Activity-dependent regulation of BDNF and Arc: master genes in synaptic plasticity

Project facts

Project promoter:
Tallinn University of Technology
Project Number:
EE06-0008
Target groups
Researchers or scientists
Status:
Completed
Final project cost:
€315,789
From Norway Grants:
€ 270,000
The project is carried out in:
Estonia

Description

Modifiability of neuronal connectivity by formation of new synapses, and alteration of the strength and stability of existing synapses, is regarded as the main cellular basis for memory. The genes encoding neurotrophin BDNF and activity-regulated cytoskeleton-associated protein ARC are the master genes of synaptic plasticity. The objective of this project is to study neuronal activity-regulated expression of BDNF and Arc genes in the nervous system. The project is expected to achieve new knowledge about the molecular mechanisms of synaptic plasticity and memory by taking advantage of the complementary expertise of the groups of prof. Tõnis Timmusk, Tallinn University of Technology, and the donor partner prof. Clive Bramham, University of Bergen. The main target groups are PhD and postdoctoral students. The project and partnership have positive impact on the internationalization of R&D and higher education by attracting foreign competence to Estonia.

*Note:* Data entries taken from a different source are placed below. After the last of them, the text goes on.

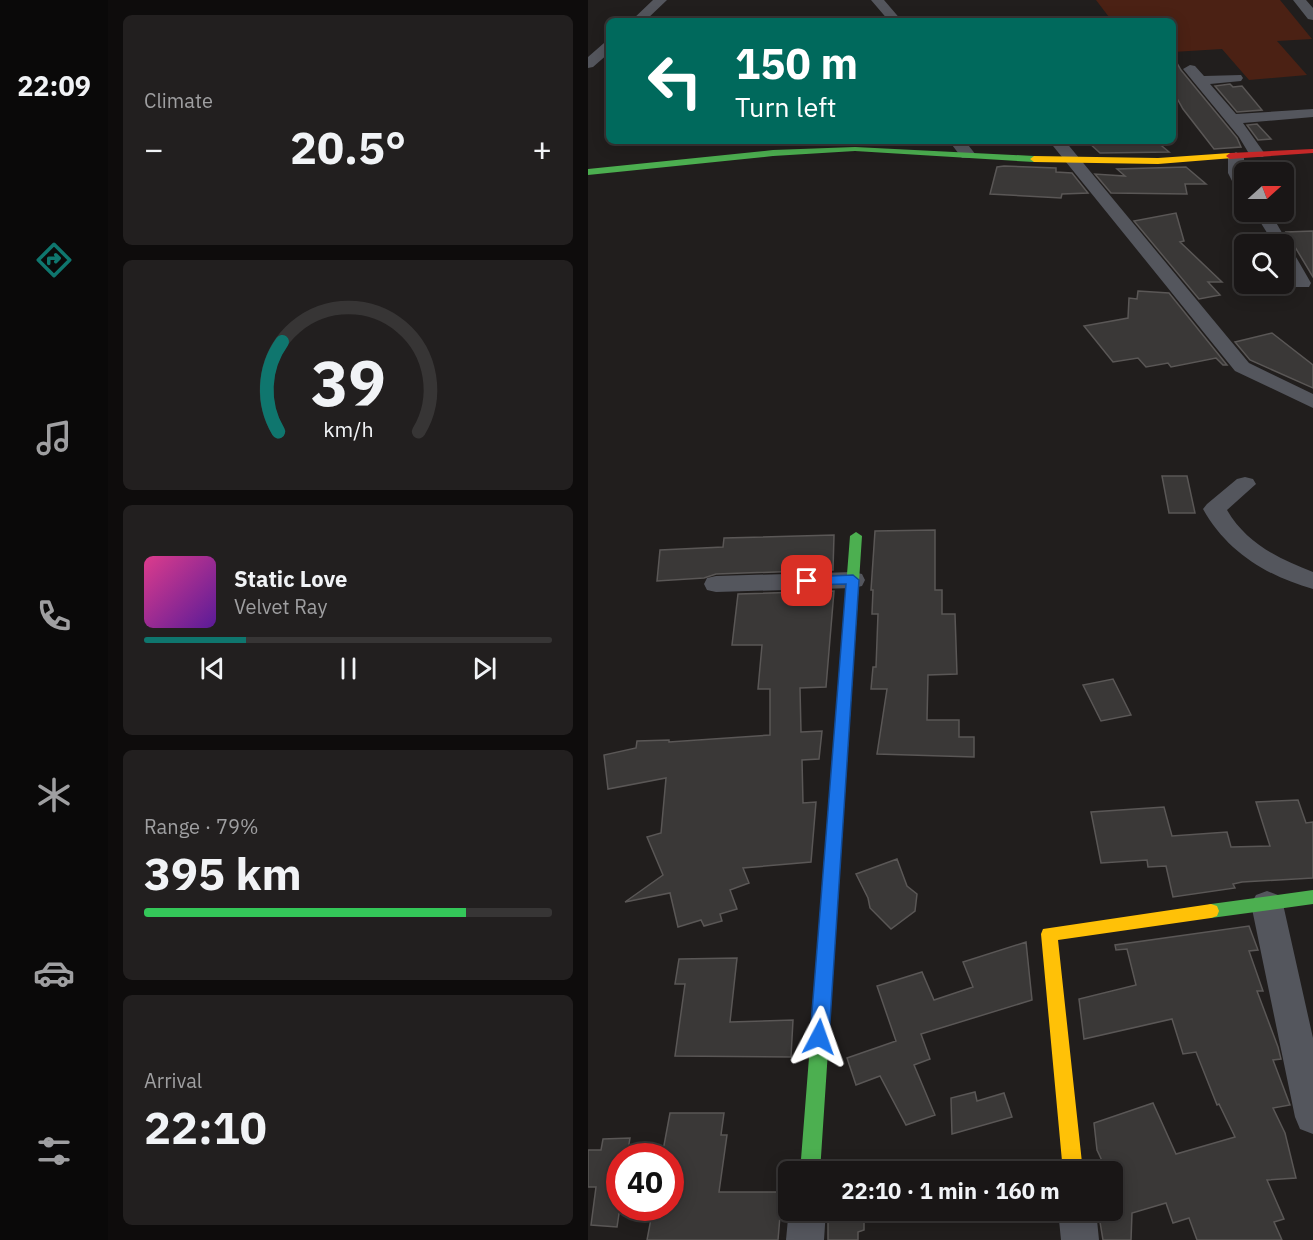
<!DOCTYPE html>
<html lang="en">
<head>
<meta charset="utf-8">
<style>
  :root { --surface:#191616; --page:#221f1f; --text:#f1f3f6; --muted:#9f9fa1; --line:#373535; --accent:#0f766e }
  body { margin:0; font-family:"IBM Plex Sans",sans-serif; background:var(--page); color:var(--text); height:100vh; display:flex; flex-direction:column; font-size:22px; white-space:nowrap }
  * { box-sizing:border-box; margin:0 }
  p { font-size:20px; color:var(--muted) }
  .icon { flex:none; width:33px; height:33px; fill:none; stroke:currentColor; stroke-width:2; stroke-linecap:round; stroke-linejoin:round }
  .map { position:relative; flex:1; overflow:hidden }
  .side { display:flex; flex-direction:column; gap:15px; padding:15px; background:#0e0c0c; width:480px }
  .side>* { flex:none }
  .top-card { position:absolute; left:18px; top:18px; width:570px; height:126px; border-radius:9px; box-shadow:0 3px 15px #0003,0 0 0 2px var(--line); background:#00695c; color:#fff; overflow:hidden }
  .needle { width:39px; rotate:69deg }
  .tools { position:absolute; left:646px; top:162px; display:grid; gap:12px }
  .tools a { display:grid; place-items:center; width:60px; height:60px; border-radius:9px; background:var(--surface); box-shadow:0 3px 15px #0003,0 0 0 2px var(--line); font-size:30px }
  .speed { position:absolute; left:18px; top:1143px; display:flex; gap:12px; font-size:30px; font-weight:700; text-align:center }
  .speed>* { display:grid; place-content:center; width:78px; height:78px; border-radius:50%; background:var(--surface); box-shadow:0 3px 15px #0003,0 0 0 2px var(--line); line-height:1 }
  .speed .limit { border:9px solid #d22; background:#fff; color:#111 }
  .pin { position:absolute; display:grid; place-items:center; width:51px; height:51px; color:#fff; margin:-26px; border-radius:12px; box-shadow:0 3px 9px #0006 }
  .me { position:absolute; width:66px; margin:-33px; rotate:4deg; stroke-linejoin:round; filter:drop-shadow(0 0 4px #0008) }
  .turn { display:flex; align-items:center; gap:21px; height:126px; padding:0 30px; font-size:27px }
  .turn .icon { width:78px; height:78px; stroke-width:2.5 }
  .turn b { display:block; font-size:42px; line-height:51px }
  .big { font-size:45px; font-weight:800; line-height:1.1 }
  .side .tile { flex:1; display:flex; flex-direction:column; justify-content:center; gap:9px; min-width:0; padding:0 21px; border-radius:9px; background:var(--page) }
  .side .dial { align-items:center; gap:0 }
  .dial svg { height:156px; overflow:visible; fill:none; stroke:var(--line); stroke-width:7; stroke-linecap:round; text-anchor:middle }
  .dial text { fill:var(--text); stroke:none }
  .song { display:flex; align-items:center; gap:18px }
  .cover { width:72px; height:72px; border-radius:9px; background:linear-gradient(135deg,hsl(330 70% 55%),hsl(270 70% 35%)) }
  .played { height:6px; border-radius:3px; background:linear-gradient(90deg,var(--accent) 25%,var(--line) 25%) }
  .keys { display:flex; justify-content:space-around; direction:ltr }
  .heat { display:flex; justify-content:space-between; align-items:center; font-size:33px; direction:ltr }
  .charge { height:9px; border-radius:4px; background:linear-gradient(90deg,#34c759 79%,var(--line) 0) }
  .trip { position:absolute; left:190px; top:1161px; width:345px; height:60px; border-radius:9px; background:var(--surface); box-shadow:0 3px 15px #0003,0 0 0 2px var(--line); font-weight:800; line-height:60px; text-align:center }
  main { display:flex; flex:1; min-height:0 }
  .dock { display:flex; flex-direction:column; width:108px; justify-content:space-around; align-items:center; background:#0a0909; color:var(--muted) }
  .dock .icon { width:42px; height:42px }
  .dock .selected { color:var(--accent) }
  .dock b { font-size:27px; color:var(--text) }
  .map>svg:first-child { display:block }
  .green { fill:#4b2114 }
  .building { fill:#3a3837; stroke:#5a5756; stroke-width:1.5 }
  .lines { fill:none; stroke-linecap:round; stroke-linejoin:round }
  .street { fill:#54565d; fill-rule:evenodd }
  .fast { fill:#4caf50; fill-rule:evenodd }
  .slow { fill:#ffc107; fill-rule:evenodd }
  .jam { fill:#c62828; fill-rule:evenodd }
  .route { fill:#1a73e8; stroke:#114b97; stroke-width:1.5 }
</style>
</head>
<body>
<main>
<nav class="dock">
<b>22:09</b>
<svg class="icon selected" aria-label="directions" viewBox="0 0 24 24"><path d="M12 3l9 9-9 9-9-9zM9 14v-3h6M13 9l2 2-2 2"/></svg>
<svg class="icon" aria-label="music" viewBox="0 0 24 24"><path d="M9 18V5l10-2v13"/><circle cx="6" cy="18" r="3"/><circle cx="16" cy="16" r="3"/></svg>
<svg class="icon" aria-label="phone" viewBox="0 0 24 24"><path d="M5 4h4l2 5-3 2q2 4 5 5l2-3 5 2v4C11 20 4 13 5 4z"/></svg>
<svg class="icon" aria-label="climate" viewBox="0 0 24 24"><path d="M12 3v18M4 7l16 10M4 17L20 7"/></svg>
<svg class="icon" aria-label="car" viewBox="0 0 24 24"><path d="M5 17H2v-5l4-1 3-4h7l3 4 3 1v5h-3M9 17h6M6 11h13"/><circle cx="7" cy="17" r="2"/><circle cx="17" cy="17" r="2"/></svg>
<svg class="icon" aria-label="filters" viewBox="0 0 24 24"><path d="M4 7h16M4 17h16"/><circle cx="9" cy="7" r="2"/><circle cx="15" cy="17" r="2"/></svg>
</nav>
<section class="side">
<div class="tile"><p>Climate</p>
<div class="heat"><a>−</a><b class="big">20.5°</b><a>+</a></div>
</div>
<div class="tile dial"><svg viewBox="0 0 100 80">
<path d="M14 69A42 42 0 1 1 86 69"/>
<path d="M14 69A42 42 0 0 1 16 23" stroke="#0f766e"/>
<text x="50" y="56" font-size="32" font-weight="700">39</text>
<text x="50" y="72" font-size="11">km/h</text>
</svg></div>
<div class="tile">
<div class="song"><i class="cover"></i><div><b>Static Love</b><p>Velvet Ray</p></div></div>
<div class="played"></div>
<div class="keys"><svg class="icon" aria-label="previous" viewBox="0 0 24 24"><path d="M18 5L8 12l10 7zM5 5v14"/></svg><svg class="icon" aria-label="pause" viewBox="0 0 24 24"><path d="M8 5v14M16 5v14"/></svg><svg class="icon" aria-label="next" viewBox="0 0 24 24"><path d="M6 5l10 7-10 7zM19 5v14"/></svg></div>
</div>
<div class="tile"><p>Range · 79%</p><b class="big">395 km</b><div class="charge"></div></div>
<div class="tile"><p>Arrival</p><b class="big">22:10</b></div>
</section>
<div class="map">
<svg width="725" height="1240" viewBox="0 0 725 1240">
  <rect width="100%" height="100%" fill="#211e1d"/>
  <path class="green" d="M 508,0 L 692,0 L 724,39 L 689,41 L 719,75 L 661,80 L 634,49 L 585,52 L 585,21 L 524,21 Z"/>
  <path class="building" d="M 585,56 L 593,70 L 649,138 L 653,147 L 626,149 L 595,109 L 585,91 Z
    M 642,84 L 645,87 L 654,86 L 674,110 L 649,112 L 627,86 Z
    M 669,124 L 683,139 L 670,140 L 659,125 Z
    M 499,141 L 568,141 L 581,152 L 512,153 Z
    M 416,166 L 468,168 L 468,172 L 484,173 L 500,193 L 474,194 L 473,198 L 402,194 L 409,167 Z
    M 598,167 L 618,184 L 597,184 L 599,194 L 523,193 L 507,174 L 537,176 L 529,169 Z
    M 588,213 L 596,241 L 592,242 L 634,282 L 620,282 L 632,295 L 611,299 L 546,221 Z
    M 725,231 L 725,277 L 698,232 Z
    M 550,291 L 581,293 L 639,365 L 635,365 L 628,358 L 583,367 L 580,363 L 558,367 L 550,358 L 525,362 L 496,326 L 540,318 L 541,298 L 549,299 Z
    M 684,333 L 725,365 L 725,388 L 662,360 L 647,342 Z
    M 574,476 L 599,476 L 607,513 L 581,513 Z
    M 347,530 L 347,590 L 354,590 L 354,614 L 367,614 L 369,674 L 340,675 L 339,720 L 371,720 L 371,737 L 386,737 L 386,757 L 289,754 L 299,689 L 283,689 L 285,667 L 288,667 L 290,614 L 284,614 L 285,590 L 283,590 L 287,531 Z
    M 246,535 L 245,570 L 128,574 L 116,578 L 69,581 L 72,550 L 135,547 L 136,538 Z
    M 246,591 L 238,687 L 212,688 L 213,732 L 234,731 L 231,759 L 214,760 L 215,803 L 228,802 L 223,862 L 155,868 L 161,883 L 142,890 L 149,909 L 132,914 L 134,921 L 116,926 L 113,920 L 90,927 L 82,893 L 37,902 L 75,875 L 59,837 L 73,833 L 78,778 L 20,789 L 16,755 L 48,748 L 49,741 L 81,740 L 81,742 L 182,735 L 182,689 L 170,689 L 174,645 L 144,645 L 150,594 Z
    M 525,679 L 543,715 L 513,721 L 495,685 Z
    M 710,800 L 718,823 L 725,822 L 725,878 L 654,882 L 645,884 L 647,888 L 585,897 L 578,866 L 560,867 L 559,860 L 513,863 L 503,812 L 576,807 L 584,836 L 639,832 L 643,847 L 682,846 L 668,802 Z
    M 309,859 L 319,886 L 329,894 L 327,911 L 303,929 L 282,908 L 280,898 L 268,874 Z
    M 661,926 L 670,950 L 661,951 L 675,991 L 669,991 L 690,1047 L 693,1059 L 685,1060 L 702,1105 L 685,1108 L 697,1133 L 708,1178 L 679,1180 L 696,1219 L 686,1222 L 694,1240 L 609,1240 L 601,1218 L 585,1223 L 578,1203 L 544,1213 L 543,1240 L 515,1240 L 510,1210 L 525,1210 L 525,1163 L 516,1165 L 509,1150 L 506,1123 L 565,1103 L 588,1154 L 647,1137 L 631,1104 L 629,1105 L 608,1052 L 595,1054 L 584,1019 L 496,1039 L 491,999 L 548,985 L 539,949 L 528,950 L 527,945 Z
    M 438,942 L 444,1000 L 333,1034 L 342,1059 L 326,1065 L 347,1115 L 318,1125 L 292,1076 L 268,1085 L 259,1058 L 308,1041 L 289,986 L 334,972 L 346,1000 L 385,987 L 375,962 Z
    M 149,958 L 142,1022 L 205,1020 L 203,1057 L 87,1056 L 97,984 L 87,984 L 91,959 Z
    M 387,1092 L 389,1101 L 416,1093 L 424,1117 L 364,1134 L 363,1098 Z
    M 82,1113 L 136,1113 L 133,1135 L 139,1135 L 131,1192 L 194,1192 L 190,1240 L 59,1240 L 65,1208 L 82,1208 L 82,1156 L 74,1156 Z
    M 42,1138 L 39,1156 L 32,1156 L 32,1207 L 29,1227 L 3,1225 L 8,1187 L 0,1187 L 0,1150 L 13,1150 L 15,1139 Z
    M 251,1210 L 276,1210 L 276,1230 L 270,1232 L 270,1240 L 240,1240 L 240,1213 Z"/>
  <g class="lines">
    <path class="street" d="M 65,0 L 79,0 L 57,21 L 43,21 Z
      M 283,0 L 296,0 L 314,21 L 301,21 Z
      M 705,0 L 718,0 L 725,8 L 725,20 L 720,19 Z
      M 21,42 L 21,53 L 5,67 L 0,68 L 0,57 L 16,43 Z
      M 602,65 L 607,66 L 616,76 L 653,75 L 655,78 L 653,81 L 622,84 L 648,114 L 725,109 L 725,117 L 655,123 L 677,154 L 675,157 L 663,157 L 651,137 L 595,69 Z
      M 361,141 L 377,141 L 388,155 L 386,158 L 374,158 Z
      M 461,141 L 477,141 L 661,363 L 725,394 L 725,408 L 647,371 Z
      M 648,152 L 656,157 L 657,196 L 651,195 L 640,173 L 640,157 Z
      M 666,212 L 682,212 L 723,283 L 721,287 L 707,287 L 696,266 L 696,244 L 686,244 Z
      M 657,477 L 665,479 L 668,484 L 639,510 C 658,543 691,559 725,572 L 725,589 C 679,576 639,552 615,509 L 619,504 L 649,479 Z
      M 265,572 L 274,574 L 277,580 L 274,586 L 265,588 L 128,592 L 119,590 L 116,584 L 119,578 L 128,576 Z
      M 679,891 L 690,895 L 695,904 L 725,1038 L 725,1134 L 712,1129 L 707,1117 L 663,904 L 668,895 Z
      M 201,1208 L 201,1210 L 238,1210 L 236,1240 L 198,1240 Z
      M 470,1210 L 508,1210 L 511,1240 L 473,1240 Z"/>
    <path class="fast" d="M 267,147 L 446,156 L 450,159 L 446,162 L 267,151 L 185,156 L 0,175 L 0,169 L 185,150 Z
      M 268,532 L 274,536 L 232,1172 L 212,1172 L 262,536 Z
      M 725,890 L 725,904 L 623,918 L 617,916 L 615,911 L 617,906 L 623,904 Z"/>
    <path class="slow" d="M 642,153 L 645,154 L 645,158 L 570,164 L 446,162 L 442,159 L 446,156 L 570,158 Z
      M 623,904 L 629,906 L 631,911 L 629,916 L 623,918 L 470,940 L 495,1172 L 475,1172 L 453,934 L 455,929 Z"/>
    <path class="jam" d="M 725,149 L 725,153 L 642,159 L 638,156 L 642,153 Z"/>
  </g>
  <path class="route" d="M 265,575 L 271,580 L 241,1037 L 238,1043 L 231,1046 L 225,1043 L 222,1037 L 258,584 L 219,585 L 212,581 L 219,577 Z"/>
</svg>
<div class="tools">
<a><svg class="needle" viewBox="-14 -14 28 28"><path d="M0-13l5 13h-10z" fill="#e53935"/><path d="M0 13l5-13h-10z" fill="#9f9fa1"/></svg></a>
<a><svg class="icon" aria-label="search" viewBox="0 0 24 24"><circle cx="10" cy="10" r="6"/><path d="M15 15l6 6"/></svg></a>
</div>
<div class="speed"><div class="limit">40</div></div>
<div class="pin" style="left:219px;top:581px;background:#d93025"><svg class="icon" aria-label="arrive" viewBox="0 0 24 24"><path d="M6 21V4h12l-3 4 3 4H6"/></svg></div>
<svg class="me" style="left:231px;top:1037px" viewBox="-20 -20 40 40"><path d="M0-17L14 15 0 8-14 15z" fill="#1a73e8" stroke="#fff" stroke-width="4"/></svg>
<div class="trip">22:10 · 1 min · 160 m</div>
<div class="top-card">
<div class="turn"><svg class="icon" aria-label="left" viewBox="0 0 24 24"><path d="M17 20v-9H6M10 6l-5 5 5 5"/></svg><div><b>150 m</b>Turn left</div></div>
</div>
</div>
</main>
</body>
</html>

Summary of project results

Modifiability of neuronal connectivity by formation of new synapses, and alteration of the strength and stability of existing synapses, is regarded as the main cellular basis for memory and long-term behavioral adaptations. The genes encoding neurotrophin BDNF and activity-regulated cytoskeleton-associated protein ARC are considered to be the master genes of synaptic plasticity. In addition, BDNF has received particular interest for its deregulation in nervous system disorders. Therefore knowledge about the regulatory mechanisms of BDNF gene is important both for understanding of nervous system function and for finding new drug targets. The aim of this project was to study the molecular mechanisms of neuronal activity-regulated expression of BDNF and Arc genes, including transcription, mRNA localization, and translation, in the nervous system. The experimental approach took advantage of the complementary know-how and expertise of the groups of Prof. T. Timmusk, Tallinn University of Technology, in BDNF gene structure, expression and transcriptional regulation and Prof. C. Bramham, University of Bergen, in BDNF and Arc function in vivo, electrophysiology, imaging and translational regulation. Novel mechanisms regulating neuronal activity- and TrkB signaling-dependent transcription and translation of BDNF and Arc genes in nerve cells were identified and characterized. The output of the project represents a very relevant contribution to the understanding of BDNF physiology, and in particular the role of the neurotrophin in synaptic plasticity.

Summary of bilateral results

The different but complementary expertise of Tallinn and Bergen research groups has enabled carry out this project. The two groups involved in the project have complementary expertise which is a major strength of the project. Prof. T. Timmusk has a very good track record of publication on the regulation of BDNF gene expression, while Prof. C. Bramham has been focusing on the role of BDNF in long-term synaptic potentiation. Project partner’s main technical and professional contribution to the project was planning and carrying out experiments, particularly the in vivo animal experiments. The partnership has significantly contributed to strengthening bilateral relations between the partner labs by several visits, Skype conferences and e-mail correspondence that enabled discussions of project experimental plans and results. Importantly, the project partnership has helped to start to build up wider international cooperation in the field of neurotrophins and synaptic plasticity. The project sustainability is very good since many collaborative experiments are ongoing and several articles are planned to be published based on the results obtained. In addition, joint proposals are planned to be submitted to European financing initiatives.